# 0) Initiation

With our data cleaned and processed, the next logical step is to prepare it for the modeling phase. This involves loading the processed dataset, separating our features (the independent variables, X) from the target variable we want to predict (`int_rate`, y), and splitting the data into training and testing sets.
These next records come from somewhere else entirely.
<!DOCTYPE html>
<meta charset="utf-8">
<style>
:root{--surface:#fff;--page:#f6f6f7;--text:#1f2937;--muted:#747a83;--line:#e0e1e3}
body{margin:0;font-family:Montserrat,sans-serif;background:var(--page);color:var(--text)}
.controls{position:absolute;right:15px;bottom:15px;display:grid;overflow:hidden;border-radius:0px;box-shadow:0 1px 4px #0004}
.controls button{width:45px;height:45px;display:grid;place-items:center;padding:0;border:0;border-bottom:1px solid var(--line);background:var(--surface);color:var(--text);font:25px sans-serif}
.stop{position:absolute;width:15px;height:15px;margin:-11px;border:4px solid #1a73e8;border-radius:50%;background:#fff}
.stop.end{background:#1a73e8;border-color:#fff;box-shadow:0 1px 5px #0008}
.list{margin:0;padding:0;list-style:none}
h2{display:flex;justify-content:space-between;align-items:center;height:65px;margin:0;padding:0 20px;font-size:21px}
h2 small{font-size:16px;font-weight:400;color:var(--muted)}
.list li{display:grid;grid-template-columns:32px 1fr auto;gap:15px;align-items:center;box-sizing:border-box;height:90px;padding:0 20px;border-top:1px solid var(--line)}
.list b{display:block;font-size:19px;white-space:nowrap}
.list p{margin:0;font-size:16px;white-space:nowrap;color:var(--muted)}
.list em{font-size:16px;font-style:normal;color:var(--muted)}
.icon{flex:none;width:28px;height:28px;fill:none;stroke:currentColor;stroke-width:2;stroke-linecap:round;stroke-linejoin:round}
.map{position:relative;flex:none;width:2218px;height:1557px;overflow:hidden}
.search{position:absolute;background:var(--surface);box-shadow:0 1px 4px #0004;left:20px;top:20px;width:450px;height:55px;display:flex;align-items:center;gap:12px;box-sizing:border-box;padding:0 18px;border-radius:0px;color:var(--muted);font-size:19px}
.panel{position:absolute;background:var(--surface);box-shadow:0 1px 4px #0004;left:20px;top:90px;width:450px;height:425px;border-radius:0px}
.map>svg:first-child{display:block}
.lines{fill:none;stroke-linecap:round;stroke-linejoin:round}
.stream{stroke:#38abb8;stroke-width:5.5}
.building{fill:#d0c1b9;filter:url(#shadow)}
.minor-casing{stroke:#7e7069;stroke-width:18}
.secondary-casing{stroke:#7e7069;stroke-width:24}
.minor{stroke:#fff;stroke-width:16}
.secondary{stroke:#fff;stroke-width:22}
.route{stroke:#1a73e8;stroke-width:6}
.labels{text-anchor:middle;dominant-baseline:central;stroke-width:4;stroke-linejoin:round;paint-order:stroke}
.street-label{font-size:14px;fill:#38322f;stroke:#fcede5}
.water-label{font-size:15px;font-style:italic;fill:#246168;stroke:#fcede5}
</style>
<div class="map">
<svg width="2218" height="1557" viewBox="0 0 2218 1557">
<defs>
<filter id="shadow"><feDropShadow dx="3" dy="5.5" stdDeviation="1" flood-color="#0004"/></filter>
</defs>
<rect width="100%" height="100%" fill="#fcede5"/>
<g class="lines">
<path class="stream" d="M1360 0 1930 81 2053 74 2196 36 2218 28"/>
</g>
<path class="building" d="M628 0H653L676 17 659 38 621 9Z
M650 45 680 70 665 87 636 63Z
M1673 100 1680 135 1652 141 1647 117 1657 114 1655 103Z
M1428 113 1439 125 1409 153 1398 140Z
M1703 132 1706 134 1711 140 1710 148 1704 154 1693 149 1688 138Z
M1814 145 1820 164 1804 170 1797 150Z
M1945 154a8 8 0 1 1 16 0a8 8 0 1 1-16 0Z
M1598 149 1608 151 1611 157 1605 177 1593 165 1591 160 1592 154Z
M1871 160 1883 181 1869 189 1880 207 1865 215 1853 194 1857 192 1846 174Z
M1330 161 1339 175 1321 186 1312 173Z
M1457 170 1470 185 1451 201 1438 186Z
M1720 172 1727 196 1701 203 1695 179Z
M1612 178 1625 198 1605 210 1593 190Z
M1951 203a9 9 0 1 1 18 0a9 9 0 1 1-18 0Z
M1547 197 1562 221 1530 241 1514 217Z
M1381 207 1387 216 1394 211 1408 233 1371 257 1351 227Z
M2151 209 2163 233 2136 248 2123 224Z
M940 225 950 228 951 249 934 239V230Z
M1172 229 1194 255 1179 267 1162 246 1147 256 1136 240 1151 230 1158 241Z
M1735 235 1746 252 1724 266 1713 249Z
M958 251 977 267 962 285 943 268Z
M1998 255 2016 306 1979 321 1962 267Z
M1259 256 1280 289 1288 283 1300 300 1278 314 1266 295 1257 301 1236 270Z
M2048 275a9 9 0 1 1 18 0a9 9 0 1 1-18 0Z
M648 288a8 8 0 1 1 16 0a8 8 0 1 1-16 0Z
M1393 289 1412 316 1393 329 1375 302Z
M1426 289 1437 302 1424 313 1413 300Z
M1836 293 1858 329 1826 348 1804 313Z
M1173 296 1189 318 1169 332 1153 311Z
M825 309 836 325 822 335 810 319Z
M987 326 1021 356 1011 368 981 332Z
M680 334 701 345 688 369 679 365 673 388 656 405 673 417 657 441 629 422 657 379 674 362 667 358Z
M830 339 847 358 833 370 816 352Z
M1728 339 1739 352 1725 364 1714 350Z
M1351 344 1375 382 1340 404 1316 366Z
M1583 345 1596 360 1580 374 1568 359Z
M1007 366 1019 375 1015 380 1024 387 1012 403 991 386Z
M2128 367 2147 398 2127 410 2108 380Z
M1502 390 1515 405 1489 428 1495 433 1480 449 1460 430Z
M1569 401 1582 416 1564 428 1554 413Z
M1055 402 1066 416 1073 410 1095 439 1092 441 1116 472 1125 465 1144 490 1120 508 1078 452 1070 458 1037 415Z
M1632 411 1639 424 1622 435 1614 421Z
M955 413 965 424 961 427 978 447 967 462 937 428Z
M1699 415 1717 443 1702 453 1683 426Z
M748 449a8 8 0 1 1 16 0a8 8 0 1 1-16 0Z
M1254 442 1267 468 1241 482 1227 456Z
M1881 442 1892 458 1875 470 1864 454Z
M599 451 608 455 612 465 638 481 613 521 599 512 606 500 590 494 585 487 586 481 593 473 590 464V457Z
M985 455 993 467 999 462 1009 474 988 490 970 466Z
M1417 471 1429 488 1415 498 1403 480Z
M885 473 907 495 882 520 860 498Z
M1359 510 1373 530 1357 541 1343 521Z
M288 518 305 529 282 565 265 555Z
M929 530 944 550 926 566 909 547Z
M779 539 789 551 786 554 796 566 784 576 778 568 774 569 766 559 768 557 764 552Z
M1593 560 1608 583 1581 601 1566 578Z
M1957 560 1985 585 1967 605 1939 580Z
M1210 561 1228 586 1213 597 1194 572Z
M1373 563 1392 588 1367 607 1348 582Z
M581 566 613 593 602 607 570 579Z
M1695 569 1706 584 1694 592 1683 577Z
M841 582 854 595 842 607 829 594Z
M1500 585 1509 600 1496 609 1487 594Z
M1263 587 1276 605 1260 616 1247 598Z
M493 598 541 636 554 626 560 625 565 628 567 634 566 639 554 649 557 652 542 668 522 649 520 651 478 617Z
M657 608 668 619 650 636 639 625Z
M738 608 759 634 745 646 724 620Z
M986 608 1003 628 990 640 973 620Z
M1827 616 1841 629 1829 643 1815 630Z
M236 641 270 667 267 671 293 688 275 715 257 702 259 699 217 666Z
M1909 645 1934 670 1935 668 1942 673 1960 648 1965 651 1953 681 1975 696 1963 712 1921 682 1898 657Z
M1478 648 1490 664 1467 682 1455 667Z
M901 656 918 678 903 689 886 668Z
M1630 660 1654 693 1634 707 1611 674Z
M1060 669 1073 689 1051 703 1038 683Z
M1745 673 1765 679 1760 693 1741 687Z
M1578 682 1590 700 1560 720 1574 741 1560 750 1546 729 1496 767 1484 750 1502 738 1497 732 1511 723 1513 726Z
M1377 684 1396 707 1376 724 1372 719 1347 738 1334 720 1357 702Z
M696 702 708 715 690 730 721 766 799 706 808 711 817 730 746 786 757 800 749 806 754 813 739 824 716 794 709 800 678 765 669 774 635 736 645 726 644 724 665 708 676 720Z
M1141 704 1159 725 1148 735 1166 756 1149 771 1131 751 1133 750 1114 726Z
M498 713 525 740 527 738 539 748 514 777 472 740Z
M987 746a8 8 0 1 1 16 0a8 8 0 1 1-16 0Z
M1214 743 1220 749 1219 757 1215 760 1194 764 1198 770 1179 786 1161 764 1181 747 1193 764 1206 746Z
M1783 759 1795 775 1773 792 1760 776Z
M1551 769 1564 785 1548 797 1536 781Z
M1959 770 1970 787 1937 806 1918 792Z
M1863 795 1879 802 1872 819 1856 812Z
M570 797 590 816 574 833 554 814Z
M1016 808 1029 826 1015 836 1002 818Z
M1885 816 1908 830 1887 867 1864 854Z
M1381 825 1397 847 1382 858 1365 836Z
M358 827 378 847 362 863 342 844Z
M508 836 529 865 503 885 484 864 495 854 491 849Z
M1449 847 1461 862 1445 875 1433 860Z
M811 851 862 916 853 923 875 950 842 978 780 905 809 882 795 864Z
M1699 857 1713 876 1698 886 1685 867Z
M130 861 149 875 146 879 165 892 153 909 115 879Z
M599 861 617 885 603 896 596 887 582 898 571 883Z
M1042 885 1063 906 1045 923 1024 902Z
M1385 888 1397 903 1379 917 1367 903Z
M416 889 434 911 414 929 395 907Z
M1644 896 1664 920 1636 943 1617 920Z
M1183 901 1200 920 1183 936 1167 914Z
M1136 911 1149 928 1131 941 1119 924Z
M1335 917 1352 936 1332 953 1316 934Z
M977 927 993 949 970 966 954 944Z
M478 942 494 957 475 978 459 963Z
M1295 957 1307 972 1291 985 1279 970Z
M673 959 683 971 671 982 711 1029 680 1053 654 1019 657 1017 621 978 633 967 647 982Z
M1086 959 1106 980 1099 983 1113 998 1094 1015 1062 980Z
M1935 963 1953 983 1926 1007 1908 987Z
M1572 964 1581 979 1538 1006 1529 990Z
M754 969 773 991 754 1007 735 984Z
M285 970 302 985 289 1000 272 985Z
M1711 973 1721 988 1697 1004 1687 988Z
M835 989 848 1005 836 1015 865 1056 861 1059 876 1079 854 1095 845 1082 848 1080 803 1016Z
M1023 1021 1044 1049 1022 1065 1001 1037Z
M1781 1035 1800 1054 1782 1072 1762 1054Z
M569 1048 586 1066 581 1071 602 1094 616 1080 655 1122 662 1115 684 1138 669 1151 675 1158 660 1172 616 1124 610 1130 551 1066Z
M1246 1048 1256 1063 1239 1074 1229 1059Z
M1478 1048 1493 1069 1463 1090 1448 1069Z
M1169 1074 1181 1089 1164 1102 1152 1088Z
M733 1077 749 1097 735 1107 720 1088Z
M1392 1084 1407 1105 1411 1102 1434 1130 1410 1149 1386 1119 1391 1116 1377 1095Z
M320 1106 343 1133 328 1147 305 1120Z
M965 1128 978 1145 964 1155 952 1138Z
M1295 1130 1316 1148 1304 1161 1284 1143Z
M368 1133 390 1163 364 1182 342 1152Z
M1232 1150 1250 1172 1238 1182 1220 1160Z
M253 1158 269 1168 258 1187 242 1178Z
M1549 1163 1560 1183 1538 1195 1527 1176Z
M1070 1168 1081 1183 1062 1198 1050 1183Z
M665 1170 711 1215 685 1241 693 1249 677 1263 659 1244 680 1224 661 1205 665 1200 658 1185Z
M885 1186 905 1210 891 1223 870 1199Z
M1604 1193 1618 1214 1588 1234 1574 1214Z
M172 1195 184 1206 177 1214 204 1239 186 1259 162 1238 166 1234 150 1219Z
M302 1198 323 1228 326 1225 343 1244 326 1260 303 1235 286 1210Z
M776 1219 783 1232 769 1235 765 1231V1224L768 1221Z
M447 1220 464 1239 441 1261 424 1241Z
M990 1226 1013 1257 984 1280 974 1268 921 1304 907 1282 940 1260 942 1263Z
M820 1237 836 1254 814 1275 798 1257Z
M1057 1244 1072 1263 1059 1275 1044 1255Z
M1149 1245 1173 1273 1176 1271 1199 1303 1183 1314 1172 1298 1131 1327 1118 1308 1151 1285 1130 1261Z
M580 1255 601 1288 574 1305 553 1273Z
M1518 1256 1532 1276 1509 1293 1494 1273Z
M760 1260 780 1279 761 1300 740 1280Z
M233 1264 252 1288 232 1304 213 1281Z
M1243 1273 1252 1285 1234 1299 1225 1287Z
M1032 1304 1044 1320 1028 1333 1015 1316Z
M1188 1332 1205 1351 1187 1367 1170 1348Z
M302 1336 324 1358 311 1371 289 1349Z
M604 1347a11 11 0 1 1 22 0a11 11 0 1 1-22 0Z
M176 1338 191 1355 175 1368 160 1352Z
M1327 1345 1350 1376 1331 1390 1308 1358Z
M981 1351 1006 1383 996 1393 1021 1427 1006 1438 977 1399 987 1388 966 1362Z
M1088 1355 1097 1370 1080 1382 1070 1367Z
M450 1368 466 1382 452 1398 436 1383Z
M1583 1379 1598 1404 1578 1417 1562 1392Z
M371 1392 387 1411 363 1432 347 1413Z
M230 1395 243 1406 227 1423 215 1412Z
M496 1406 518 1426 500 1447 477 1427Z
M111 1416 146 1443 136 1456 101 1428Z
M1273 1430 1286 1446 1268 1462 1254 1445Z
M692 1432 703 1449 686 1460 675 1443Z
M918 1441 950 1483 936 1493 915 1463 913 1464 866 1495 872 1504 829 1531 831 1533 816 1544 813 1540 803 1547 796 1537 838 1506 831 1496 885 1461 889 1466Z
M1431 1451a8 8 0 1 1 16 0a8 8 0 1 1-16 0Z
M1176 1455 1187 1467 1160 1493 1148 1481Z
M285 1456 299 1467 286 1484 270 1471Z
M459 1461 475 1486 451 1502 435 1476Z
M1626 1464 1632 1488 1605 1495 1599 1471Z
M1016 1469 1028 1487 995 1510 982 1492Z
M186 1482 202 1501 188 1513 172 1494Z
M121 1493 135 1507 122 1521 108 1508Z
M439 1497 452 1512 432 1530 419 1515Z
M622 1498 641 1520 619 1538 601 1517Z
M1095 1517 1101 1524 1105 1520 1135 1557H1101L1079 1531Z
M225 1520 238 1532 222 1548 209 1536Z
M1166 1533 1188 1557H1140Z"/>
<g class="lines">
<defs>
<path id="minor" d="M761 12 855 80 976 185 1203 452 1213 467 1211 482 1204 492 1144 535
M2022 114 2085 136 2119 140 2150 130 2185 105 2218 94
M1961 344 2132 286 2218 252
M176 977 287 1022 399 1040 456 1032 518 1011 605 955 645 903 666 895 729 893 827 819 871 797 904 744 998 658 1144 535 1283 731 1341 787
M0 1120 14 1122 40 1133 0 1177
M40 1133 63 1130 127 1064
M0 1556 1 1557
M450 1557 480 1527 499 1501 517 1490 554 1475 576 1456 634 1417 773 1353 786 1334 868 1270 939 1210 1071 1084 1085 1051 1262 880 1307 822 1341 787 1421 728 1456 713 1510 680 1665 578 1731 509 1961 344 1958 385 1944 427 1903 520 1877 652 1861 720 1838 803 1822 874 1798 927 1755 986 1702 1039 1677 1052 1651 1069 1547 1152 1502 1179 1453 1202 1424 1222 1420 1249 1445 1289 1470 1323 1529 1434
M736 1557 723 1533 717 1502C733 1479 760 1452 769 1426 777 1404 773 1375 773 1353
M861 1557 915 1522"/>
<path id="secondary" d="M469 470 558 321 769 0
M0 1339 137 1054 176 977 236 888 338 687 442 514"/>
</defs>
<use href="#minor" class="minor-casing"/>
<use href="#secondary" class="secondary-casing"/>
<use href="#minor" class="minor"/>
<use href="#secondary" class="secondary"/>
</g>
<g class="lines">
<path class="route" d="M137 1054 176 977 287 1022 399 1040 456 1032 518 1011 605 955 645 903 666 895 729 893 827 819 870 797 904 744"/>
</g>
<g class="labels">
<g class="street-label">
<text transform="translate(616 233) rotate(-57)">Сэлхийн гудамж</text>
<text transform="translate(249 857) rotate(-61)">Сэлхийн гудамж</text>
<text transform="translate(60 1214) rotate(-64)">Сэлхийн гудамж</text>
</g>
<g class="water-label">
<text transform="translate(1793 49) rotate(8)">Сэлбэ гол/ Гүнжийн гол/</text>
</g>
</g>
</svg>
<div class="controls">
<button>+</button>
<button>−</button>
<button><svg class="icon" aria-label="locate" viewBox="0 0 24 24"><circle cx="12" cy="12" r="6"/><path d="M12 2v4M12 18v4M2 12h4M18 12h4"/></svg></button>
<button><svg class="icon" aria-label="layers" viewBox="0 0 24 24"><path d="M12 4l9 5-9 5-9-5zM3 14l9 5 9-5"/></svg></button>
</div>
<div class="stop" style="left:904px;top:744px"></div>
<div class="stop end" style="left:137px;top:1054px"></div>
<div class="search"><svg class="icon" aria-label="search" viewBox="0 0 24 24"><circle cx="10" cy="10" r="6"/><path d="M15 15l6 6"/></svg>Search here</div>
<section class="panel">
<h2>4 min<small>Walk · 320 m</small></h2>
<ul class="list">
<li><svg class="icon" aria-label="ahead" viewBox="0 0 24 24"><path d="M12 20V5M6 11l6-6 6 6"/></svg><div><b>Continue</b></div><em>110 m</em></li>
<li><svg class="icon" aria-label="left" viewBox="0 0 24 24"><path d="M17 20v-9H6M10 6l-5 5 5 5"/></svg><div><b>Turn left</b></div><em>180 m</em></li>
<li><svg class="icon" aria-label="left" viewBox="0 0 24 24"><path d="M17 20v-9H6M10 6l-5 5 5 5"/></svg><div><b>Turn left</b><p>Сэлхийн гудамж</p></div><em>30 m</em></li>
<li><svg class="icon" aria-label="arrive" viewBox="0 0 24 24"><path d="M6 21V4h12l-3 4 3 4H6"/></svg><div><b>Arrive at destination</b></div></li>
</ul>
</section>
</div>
The training set will be used to train and tune our models, while the test set will be kept aside as a final, unseen benchmark to evaluate the performance of our chosen model.

## 0.1) Loading Essential Libraries

In [1]:
import pandas as pd
import numpy as np
import matplotlib.pyplot as plt
import seaborn as sns
import scipy.stats as stats

from sklearn.base import clone
from sklearn.feature_selection import SelectFromModel
from sklearn.model_selection import train_test_split
from sklearn.preprocessing import StandardScaler
from sklearn.pipeline import Pipeline
from sklearn.model_selection import cross_validate, RandomizedSearchCV
from sklearn.metrics import mean_absolute_error, r2_score, mean_squared_error

print("Loading Successful.")

Loading Successful.


## 0.2) Loading and Preparing Dataset

In [2]:
df_processed = pd.read_csv('Data/LoansData_Processed.csv')

X = df_processed.drop(['int_rate', 'grade_encoded'], axis=1)
y = df_processed['int_rate']

X.columns = X.columns.str.replace(' ', '_', regex=False)
X_train, X_test, y_train, y_test = train_test_split(X, y, test_size=0.2, random_state=86)

scaler = StandardScaler()
scaler.set_output(transform="pandas") 

print(f"Training set shape: X_train={X_train.shape}, y_train={y_train.shape}")
print(f"Testing set shape: X_test={X_test.shape}, y_test={y_test.shape}")

Training set shape: X_train=(8649, 27), y_train=(8649,)
Testing set shape: X_test=(2163, 27), y_test=(2163,)


# 1) Initial Training and Model Selection

To determine the best model for our specific case, we will first evaluate which type of model performs best – whether it is linear models, tree absed models, or gradient boosting models. Then, upon identifying the best-performing type, we will choose the specific model from that category that achieved the strongest results and attempt to squeeze more performance out of it through tuning.

## 1.1) Initial Training

To find the best approach for estimating interest rates, we'll evaluate a few different types of regression models known for their effectiveness on tabular data: a regularized linear model (`Ridge`), an ensemble of decision trees (`RandomForestRegressor`), and a gradient boosting model (`GradientBoostingRegressor`). To ensure fair comparison and prevent data leakage, especially since some models benefit from feature scaling, we'll bundle the scaling step (`StandardScaler`) and the model training step into a `Pipeline`.

In [3]:
from sklearn.linear_model import Ridge
from sklearn.ensemble import RandomForestRegressor
from sklearn.ensemble import GradientBoostingRegressor

ridge_pipe = Pipeline([('scaler', scaler), ('ridge', Ridge(random_state=86))])
rf_pipe = Pipeline([('scaler', scaler), ('rf', RandomForestRegressor(random_state=86, n_estimators=100, n_jobs=-1))])
gbr_pipe = Pipeline([('scaler', scaler), ('gbr', GradientBoostingRegressor(random_state=86))])

pipelines = {
    'Ridge': ridge_pipe,
    'Random Forest': rf_pipe,
    'Gradient Boosting': gbr_pipe
}

scoring = {
    'R2': 'r2',
    'MAE': 'neg_mean_absolute_error',
    'RMSE': 'neg_root_mean_squared_error'
}

print("Models and scoring prepared successfully.")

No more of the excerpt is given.